Kalk!

179 26 25
                                    

İyi okumalar~

Önceki bölümü okumayanlar okusun.

Oy verir misiniz? Okuyucuların nerdeyse %1-lik kısmı oy veriyor. Emeğe saygı lütfen. Yıldıza bas ⭐

___

2 saat sonra

Yorgunluktan kızaran ve yanan gözlerimi ağır ağır kırpıştırdım. Şimdi ben ne yapacaktım? Bakışlarımı odanın heryerinde gezdirdim. Duygularım çok karışmıştı. Ağlamak mı istiyorum yoksa deli gibi kahkaha mı atmak istiyorum bilmiyordum. Öylesine düşüncelere dalmışken telefonum titremeye başladı. Yerde sürünerek ilerleyip yerden telefonu aldım ve açarak kulağıma yasladım. Hırıltılı ses geliyordu. Duymadığımdan hoparlöre alıp elimde sıkıca tuttum.

"Alo Taehyung nerdesin?"

Cevap verecek mecalim olmadığından sadece sustum. Ne diyeceğini bekledim.

"Cevap versene Taehyung-"

"Hı"

"Hastanede otopsi yapıldı. Şimdi Jungkook'un cenazesini kaldırıyorlar nerdesin? Mezarlığa gel hemen"

Cenazesi kaldırılıyor..

Yavaşça dizlerim üstüne kalktım. Bedenim titriyordu. Kim Taehyung acizlikten titriyordu. Canı yanıyordu. Yatağa bıraktığım ceketimi giyinip ayağa kalktım. Savsak adımlarla odadan çıktım ve evden dışarıya adımımı attım. Karşımda gördüğüm bedenle sanki saatler önce uçup giden ruhum yeniden kendine gelmiş ve kanatlanmıştı. Bana bakıyordu. Üstünde beyaz uzun gömlek ve altında beyaz şort vardı. Yüzünde ise beyaz maske. Ancak gözleri..Bedenim heyecandan titrediğinde elimi ona uzatarak gelmesini işaret ettim. Başını salladı olumsuzca. Kaşlarımı çattım. Kırmamak adına kollarımı iki yana açtım. Sakin tında seslendim.

"Jungkook kollarıma gel"

Ben ona seslenince arkasını bana dönerek kaçmaya başladı. Arkasından koşup yakalamaya çalışırken ayağım taşa değerek yere düştüm. Dizlerimin acısıyla..

Gözlerimi açtım..

Gözlerimin önündeki odanın kapısı ve dizlerimi deşen çıplak parke. Gözlerimin yandığını hissettiğimde parkeye düşen damlalarla ağladığımı anlamıştım. Ben az önce eşimi görmüştüm ama.. ama rüya mıydı? Ellerimi yere bastırıp zorla ayağa kalktım. "O yok artık.." fısıltıyla söylediğim şey odanın duvarlarına vurup kulaklarıma ulaştığında dirseğim büküldü ve kendimi parkeye uzanmış buldum. Alnım çıplak parkeyle buluşmuşken dilim sadece onun yok oluşunu tekrarladı. "O artık yok.. Jungkook yok.. Sesi.. Kokusu... Neşesi.. Gülüşü.. Dokunuşları.. Artık yok. O gitti. B-ben-" elim göğüsümü saran gömleği sıkıyordu. Boğazım düğümlendi ve nefesim tıkandı. İç çekişleri hıçkırığa dönüştü küçücük zaman diliminde. Sessiz çığlıklar kendini belli ederken boğazımdaki ağrı nefesimi daha da kesti.
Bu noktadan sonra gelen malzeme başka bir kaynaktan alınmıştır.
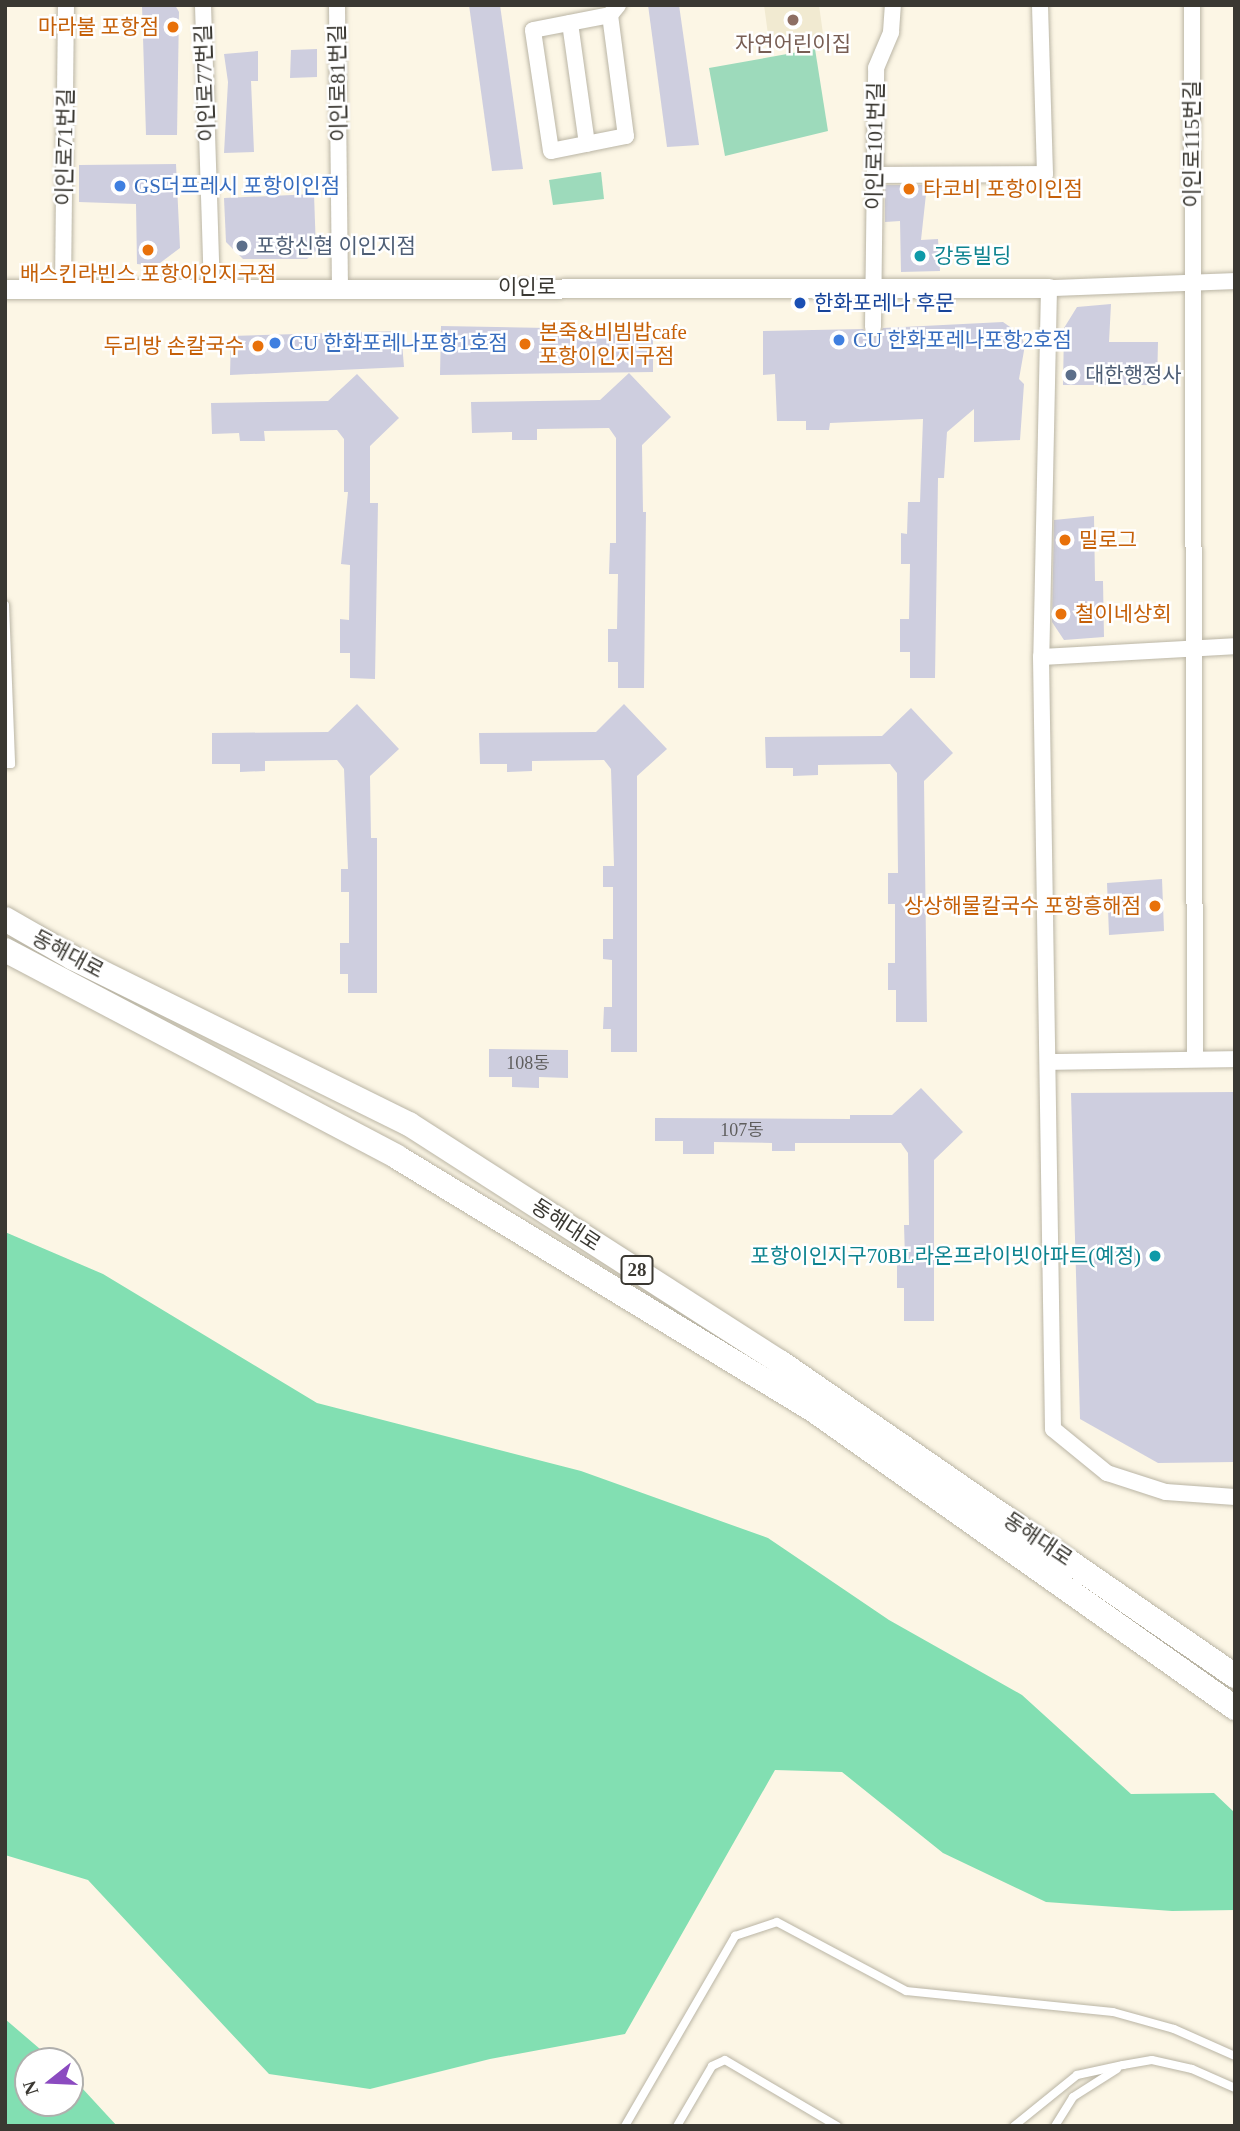 <!DOCTYPE html>
<meta charset="utf-8">
<style>
body{margin:0}
#map{position:relative;width:1240px;height:2131px;overflow:hidden;background:#fcf6e5;font-family:"Times New Roman","Noto Sans KR",serif}
div>[style]{position:absolute}
.built>*{inset:0;background:#f1ead1}
.green>*{inset:0;background:#9ddabb}
.forest>*{inset:0;background:#82dfb2}
.building>*{inset:0;background:#cecedf}
.roads{filter:drop-shadow(0 0 2px #bab5a5) drop-shadow(0 0 2px #bab5a5)}
.service>*{height:8px;margin:-4px;padding:0 4px;transform-origin:4px;border-radius:4px;background:#fff}
.minor>*{height:16px;margin:-8px;padding:0 8px;transform-origin:8px;border-radius:8px;background:#fff}
.tertiary>*{height:19px;margin:-9.5px;padding:0 9.5px;transform-origin:9.5px;border-radius:9.5px;background:#fff}
.primary>*{height:24px;margin:-12px;padding:0 12px;transform-origin:12px;border-radius:12px;background:#fff}
.dots>*{width:19px;height:19px;translate:-50% -50%;box-sizing:border-box;border:4px solid #fff;border-radius:50%}
span{translate:-50% -50%;white-space:nowrap;text-align:center;line-height:1.15;-webkit-text-stroke:5px #fff;paint-order:stroke}
.number-label{font-size:18px;color:#5f5e5d}
.number-label span{-webkit-text-stroke-width:0}
.shield-label span{padding:2px 5px;background:#fff;border:2px solid;border-radius:5px;-webkit-text-stroke-width:0}
.shield-label{font-size:19px;color:#3a3832;font-weight:700}
.food-label{font-size:21px;color:#c56008}
.right{translate:-100% -50%;text-align:right}
.left{translate:0 -50%;text-align:left}
.education-label{font-size:21px;color:#785e54}
.street-label{font-size:21px;color:#3a3832}
.shop-label{font-size:21px;color:#366cbe}
.service-label{font-size:21px;color:#4e5e75}
.culture-label{font-size:21px;color:#0d838f}
.transit-label{font-size:21px;color:#164399}
.frame{position:absolute;inset:0;border:7px solid #3a3832;pointer-events:none}
.north{position:absolute;left:14px;top:2047px;width:70px;height:70px;box-sizing:border-box;background:#fff;border:2px solid #b0afad;border-radius:50%;rotate:252deg;font-size:19px;font-weight:700;line-height:28px;text-align:center;color:#3a3832}
.north::after{content:'';display:block;margin:auto;width:24px;height:32px;background:#8b4bc0;clip-path:polygon(50% 0,100% 100%,50% 72%,0 100%)}
</style>
<div id="map">
<div class="built">
<div style="clip-path:polygon(764px 5px,819px 5px,824px 41px,770px 49px)"></div>
</div>
<div class="green">
<div style="clip-path:polygon(815px 49px,828px 131px,725px 156px,709px 68px)"></div>
<div style="clip-path:polygon(601px 172px,604px 199px,553px 205px,549px 180px)"></div>
</div>
<div class="forest">
<div style="clip-path:polygon(5px 1232px,103px 1274px,317px 1403px,581px 1471px,768px 1538px,889px 1620px,1022px 1695px,1131px 1794px,1214px 1793px,1235px 1813px,1235px 1910px,1172px 1911px,1046px 1902px,943px 1853px,842px 1772px,775px 1770px,625px 2034px,490px 2059px,370px 2089px,269px 2074px,88px 1880px,5px 1855px)"></div>
<div style="clip-path:polygon(5px 2019px,54px 2061px,28px 2061px,28px 2103px,70px 2103px,70px 2075px,117px 2126px,5px 2126px)"></div>
</div>
<div class="building">
<div style="clip-path:polygon(142px 5px,175px 5px,179px 12px,177px 135px,146px 135px)"></div>
<div style="clip-path:polygon(469px 5px,500px 5px,523px 169px,492px 171px)"></div>
<div style="clip-path:polygon(648px 5px,679px 5px,699px 145px,667px 147px)"></div>
<div style="clip-path:polygon(317px 49px,317px 77px,290px 78px,291px 50px)"></div>
<div style="clip-path:polygon(258px 51px,258px 81px,251px 81px,254px 152px,224px 153px,228px 82px,224px 54px)"></div>
<div style="clip-path:polygon(176px 164px,180px 248px,156px 266px,137px 264px,136px 204px,79px 202px,79px 165px)"></div>
<div style="clip-path:polygon(885px 185px,927px 185px,921px 240px,938px 239px,940px 271px,901px 272px,900px 221px,885px 222px)"></div>
<div style="clip-path:polygon(314px 194px,316px 251px,307px 259px,243px 259px,226px 242px,224px 198px)"></div>
<div style="clip-path:polygon(1111px 304px,1109px 342px,1158px 342px,1157px 385px,1063px 385px,1064px 328px,1077px 307px)"></div>
<div style="clip-path:polygon(1003px 322px,1020px 334px,1025px 345px,1019px 379px,1024px 384px,1020px 440px,974px 442px,974px 409px,947px 432px,944px 478px,938px 478px,935px 678px,910px 678px,910px 652px,900px 652px,900px 619px,909px 619px,910px 564px,901px 564px,901px 533px,907px 534px,908px 502px,920px 502px,923px 419px,830px 423px,829px 430px,806px 430px,806px 421px,777px 421px,775px 374px,763px 375px,763px 331px,863px 329px,874px 337px,883px 328px)"></div>
<div style="clip-path:polygon(441px 326px,653px 330px,653px 372px,440px 375px)"></div>
<div style="clip-path:polygon(401px 331px,404px 367px,230px 375px,231px 336px)"></div>
<div style="clip-path:polygon(629px 373px,671px 417px,642px 445px,643px 512px,646px 512px,644px 688px,618px 688px,618px 662px,608px 662px,608px 629px,617px 629px,618px 574px,609px 574px,610px 543px,616px 543px,616px 438px,609px 428px,537px 429px,537px 440px,512px 440px,512px 432px,472px 433px,471px 402px,600px 400px)"></div>
<div style="clip-path:polygon(357px 374px,399px 418px,370px 446px,370px 503px,378px 503px,375px 679px,350px 678px,350px 653px,340px 653px,340px 619px,349px 620px,350px 565px,341px 564px,348px 492px,344px 492px,344px 439px,337px 430px,264px 431px,265px 441px,240px 441px,239px 433px,212px 434px,211px 403px,328px 401px)"></div>
<div style="clip-path:polygon(1094px 516px,1095px 581px,1103px 581px,1104px 637px,1064px 640px,1052px 622px,1054px 520px)"></div>
<div style="clip-path:polygon(357px 704px,399px 749px,370px 776px,371px 838px,377px 838px,377px 993px,348px 993px,348px 974px,340px 974px,340px 943px,349px 943px,349px 892px,341px 892px,341px 869px,348px 869px,344px 769px,337px 760px,265px 761px,265px 771px,240px 772px,240px 764px,212px 764px,212px 733px,328px 732px)"></div>
<div style="clip-path:polygon(624px 704px,667px 749px,637px 776px,637px 1052px,611px 1052px,611px 1029px,603px 1029px,604px 1007px,612px 1007px,612px 960px,603px 959px,603px 939px,613px 939px,613px 887px,603px 887px,603px 866px,614px 866px,611px 769px,604px 760px,532px 761px,532px 771px,507px 772px,507px 764px,480px 764px,479px 733px,596px 732px)"></div>
<div style="clip-path:polygon(911px 708px,953px 753px,924px 781px,927px 1022px,896px 1022px,896px 990px,888px 990px,888px 963px,895px 963px,895px 904px,888px 904px,888px 873px,898px 873px,897px 773px,890px 764px,818px 765px,818px 775px,793px 776px,793px 768px,766px 768px,765px 737px,882px 736px)"></div>
<div style="clip-path:polygon(1162px 879px,1164px 931px,1109px 935px,1107px 883px)"></div>
<div style="clip-path:polygon(489px 1049px,568px 1050px,568px 1078px,539px 1077px,539px 1088px,512px 1087px,512px 1077px,489px 1077px)"></div>
<div style="clip-path:polygon(921px 1088px,963px 1132px,934px 1160px,934px 1321px,904px 1321px,904px 1288px,897px 1288px,897px 1258px,905px 1258px,904px 1225px,909px 1225px,908px 1153px,901px 1143px,795px 1143px,795px 1151px,772px 1151px,772px 1143px,714px 1142px,714px 1154px,683px 1154px,683px 1141px,655px 1141px,655px 1118px,850px 1119px,850px 1115px,892px 1115px)"></div>
<div style="clip-path:polygon(1235px 1092px,1235px 1462px,1158px 1463px,1080px 1419px,1071px 1093px)"></div>
</div>
<div class="roads">
<div class="service">
<div style="left:5px;top:605px;width:159px;rotate:87.8deg"></div>
<div style="left:11px;top:764px;width:6px;rotate:180deg"></div>
<div style="left:625px;top:2126px;width:220px;rotate:-59.9deg"></div>
<div style="left:735px;top:1936px;width:44px;rotate:-18.4deg"></div>
<div style="left:777px;top:1922px;width:146px;rotate:28.1deg"></div>
<div style="left:906px;top:1991px;width:208px;rotate:5.8deg"></div>
<div style="left:1113px;top:2012px;width:63px;rotate:15.6deg"></div>
<div style="left:1174px;top:2029px;width:67px;rotate:23.9deg"></div>
<div style="left:677px;top:2126px;width:69px;rotate:-59.7deg"></div>
<div style="left:712px;top:2066px;width:14px;rotate:-25deg"></div>
<div style="left:725px;top:2060px;width:130px;rotate:30.5deg"></div>
<div style="left:1014px;top:2126px;width:81px;rotate:-39deg"></div>
<div style="left:1077px;top:2075px;width:47px;rotate:-12.3deg"></div>
<div style="left:1123px;top:2065px;width:29px;rotate:-10deg"></div>
<div style="left:1152px;top:2060px;width:41px;rotate:12.7deg"></div>
<div style="left:1192px;top:2069px;width:47px;rotate:23.8deg"></div>
<div style="left:1055px;top:2126px;width:34px;rotate:-58deg"></div>
<div style="left:1073px;top:2097px;width:52px;rotate:-32.5deg"></div>
</div>
<div class="minor">
<div style="left:203px;top:5px;width:281px;rotate:88.2deg"></div>
<div style="left:337px;top:5px;width:281px;rotate:89.4deg"></div>
<div style="left:1192px;top:5px;width:1054px;rotate:89.84deg"></div>
<div style="left:610px;top:15px;width:122px;rotate:82.5deg"></div>
<div style="left:626px;top:136px;width:76px;rotate:168.7deg"></div>
<div style="left:551px;top:151px;width:122px;rotate:-98.5deg"></div>
<div style="left:533px;top:30px;width:78px;rotate:-11deg"></div>
<div style="left:610px;top:15px;width:13px;rotate:-51deg"></div>
<div style="left:570px;top:23px;width:122px;rotate:82deg"></div>
<div style="left:875px;top:175px;width:170px;rotate:-0.3deg"></div>
<div style="left:1045px;top:174px;width:169px;rotate:-91.7deg"></div>
<div style="left:1235px;top:281px;width:186px;rotate:177.8deg"></div>
<div style="left:1049px;top:288px;width:369px;rotate:91.2deg"></div>
<div style="left:1041px;top:657px;width:772px;rotate:89.11deg"></div>
<div style="left:1053px;top:1429px;width:70px;rotate:39.2deg"></div>
<div style="left:1107px;top:1473px;width:62px;rotate:17.9deg"></div>
<div style="left:1166px;top:1492px;width:69px;rotate:4.1deg"></div>
<div style="left:63px;top:288px;width:283px;rotate:-89.4deg"></div>
<div style="left:873px;top:327px;width:259px;rotate:-89.3deg"></div>
<div style="left:876px;top:68px;width:39px;rotate:-67deg"></div>
<div style="left:891px;top:32px;width:27px;rotate:-86deg"></div>
<div style="left:1041px;top:657px;width:194px;rotate:-3.2deg"></div>
<div style="left:1049px;top:1062px;width:186px;rotate:-0.9deg"></div>
</div>
<div class="tertiary">
<div style="left:5px;top:289px;width:1044px;rotate:-0.05deg"></div>
</div>
<div class="primary">
<div style="left:5px;top:919px;width:78px;rotate:29.8deg"></div>
<div style="left:73px;top:958px;width:375px;rotate:26.3deg"></div>
<div style="left:409px;top:1124px;width:441px;rotate:32.7deg"></div>
<div style="left:780px;top:1362px;width:553px;rotate:34.61deg"></div>
<div style="left:5px;top:950px;width:443px;rotate:27.8deg"></div>
<div style="left:397px;top:1157px;width:490px;rotate:31.3deg"></div>
<div style="left:816px;top:1412px;width:513px;rotate:35.24deg"></div>
</div>
</div>
<div class="dots">
<div style="left:793px;top:20px;background:#8d6e63"></div>
<div style="left:173px;top:27px;background:#e8710a"></div>
<div style="left:120px;top:186px;background:#3f7fe0"></div>
<div style="left:909px;top:189px;background:#e8710a"></div>
<div style="left:242px;top:246px;background:#5c6f8a"></div>
<div style="left:148px;top:250px;background:#e8710a"></div>
<div style="left:920px;top:256px;background:#0f9aa8"></div>
<div style="left:800px;top:303px;background:#1a4fb4"></div>
<div style="left:839px;top:340px;background:#3f7fe0"></div>
<div style="left:275px;top:343px;background:#3f7fe0"></div>
<div style="left:525px;top:344px;background:#e8710a"></div>
<div style="left:258px;top:346px;background:#e8710a"></div>
<div style="left:1071px;top:375px;background:#5c6f8a"></div>
<div style="left:1065px;top:540px;background:#e8710a"></div>
<div style="left:1061px;top:614px;background:#e8710a"></div>
<div style="left:1155px;top:906px;background:#e8710a"></div>
<div style="left:1155px;top:1256px;background:#0f9aa8"></div>
</div>
<div class="number-label">
<span style="left:528px;top:1063px">108동</span>
<span style="left:742px;top:1130px">107동</span>
</div>
<div class="shield-label">
<span style="left:637px;top:1270px">28</span>
</div>
<div class="food-label">
<span class="right" style="left:159px;top:27px">마라불 포항점</span>
<span class="left" style="left:923px;top:189px">타코비 포항이인점</span>
<span style="left:148px;top:274px">배스킨라빈스 포항이인지구점</span>
<span class="left" style="left:539px;top:344px">본죽&amp;비빔밥cafe<br>포항이인지구점</span>
<span class="right" style="left:244px;top:346px">두리방 손칼국수</span>
<span class="left" style="left:1079px;top:540px">밀로그</span>
<span class="left" style="left:1075px;top:614px">철이네상회</span>
<span class="right" style="left:1141px;top:906px">상상해물칼국수 포항흥해점</span>
</div>
<div class="education-label">
<span style="left:793px;top:44px">자연어린이집</span>
</div>
<div class="street-label">
<span style="left:205px;top:83px;rotate:-92deg">이인로77번길</span>
<span style="left:338px;top:83px;rotate:-91deg">이인로81번길</span>
<span style="left:1192px;top:144px;rotate:-90deg">이인로115번길</span>
<span style="left:875px;top:146px;rotate:-89deg">이인로101번길</span>
<span style="left:65px;top:147px;rotate:-89deg">이인로71번길</span>
<span style="left:527px;top:287px">이인로</span>
<span style="left:68px;top:954px;rotate:28deg">동해대로</span>
<span style="left:566px;top:1225px;rotate:33deg">동해대로</span>
<span style="left:1038px;top:1539px;rotate:34deg">동해대로</span>
</div>
<div class="shop-label">
<span class="left" style="left:134px;top:186px">GS더프레시 포항이인점</span>
<span class="left" style="left:853px;top:340px">CU 한화포레나포항2호점</span>
<span class="left" style="left:289px;top:343px">CU 한화포레나포항1호점</span>
</div>
<div class="service-label">
<span class="left" style="left:256px;top:246px">포항신협 이인지점</span>
<span class="left" style="left:1085px;top:375px">대한행정사</span>
</div>
<div class="culture-label">
<span class="left" style="left:934px;top:256px">강동빌딩</span>
<span class="right" style="left:1141px;top:1256px">포항이인지구70BL라온프라이빗아파트(예정)</span>
</div>
<div class="transit-label">
<span class="left" style="left:814px;top:303px">한화포레나 후문</span>
</div>
<div class="frame"></div>
<div class="north">N</div>
</div>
Dışardan odaya doğru gelen adım seslerini anımsasamda umursamadım. Artık güçlü Kim Taehyung yoktu. İnsanlara sert davranan, sürekli emirler veren acımasız Taehyung yoktu. Ben başımı kollarım arasında gizlemişken odanın kapısı açıldı ve birisi önümde diz çöktü. Elini saçlarıma daldırıp okşayarak "Ben burdayım sevgilim. Güçlü ol ve ağlama" duyduğum sesle başımı hızla kaldırıp benimle konuşan eşime baktım. "Yine mi rüya?" Dedim kısık sesle. Başını salladı hafifçe. Yakınlaşıp alnını alnıma diredi ve gözlerini kapattı. "Ağlama" ve birden o sıcaklık, o hiss yok oldu. Gözlerimi açtığımda yine boşluğa düştüm. Ama bu defa ağlamadım. Ayağa kalktım hızla. Gömleğin koluyla ıslak göz ve yanaklarımı sildim. Kısılmış sesimden ötrü iki defa öksürdüm.